Assignment → The answer must be every line of the records in which the string "República" appears.
____
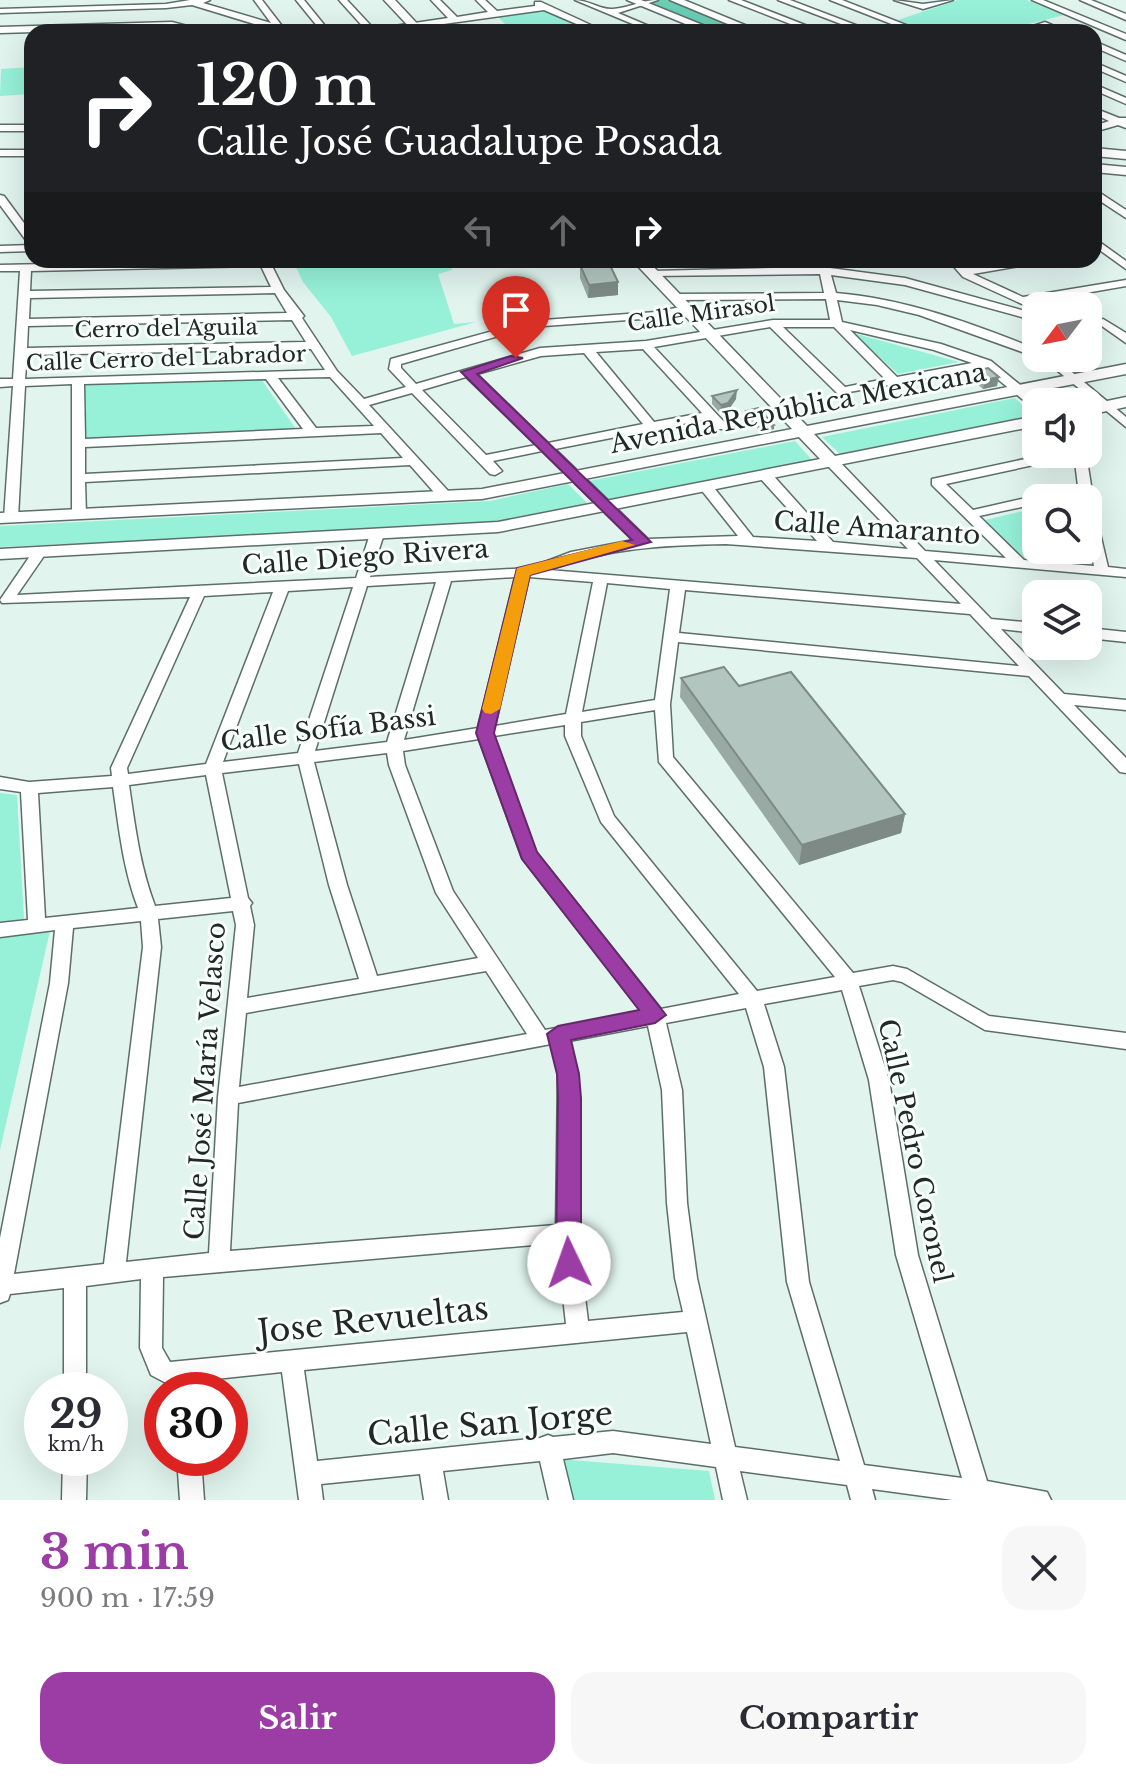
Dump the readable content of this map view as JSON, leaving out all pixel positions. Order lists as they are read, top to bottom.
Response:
{
  "streets": {
    "main road": ["Avenida República Mexicana"],
    "street": [
      "Calle Mirasol",
      "Cerro del Aguila",
      "Calle Cerro del Labrador",
      "Calle Amaranto",
      "Calle Diego Rivera",
      "Calle Sofía Bassi",
      "Calle José María Velasco",
      "Calle Pedro Coronel",
      "Jose Revueltas",
      "Calle San Jorge"
    ]
  },
  "crossings": [
    ["Calle Mirasol", "Avenida República Mexicana"],
    ["Calle Amaranto", "Calle Diego Rivera"],
    ["Calle Diego Rivera", "Calle Pedro Coronel"],
    ["Calle Sofía Bassi", "Calle José María Velasco"],
    ["Calle Sofía Bassi", "Calle Pedro Coronel"],
    ["Calle Pedro Coronel", "Calle San Jorge"]
  ],
  "north": "bottom left",
  "page": {
    "turn": ["120 m", "Calle José Guadalupe Posada"],
    "speed": "29 km/h",
    "limit": "30",
    "heading": ["3 min", "900 m · 17:59"],
    "buttons": ["Salir", "Compartir"]
  }
}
____
Your solution →
    "main road": ["Avenida República Mexicana"],
    ["Calle Mirasol", "Avenida República Mexicana"],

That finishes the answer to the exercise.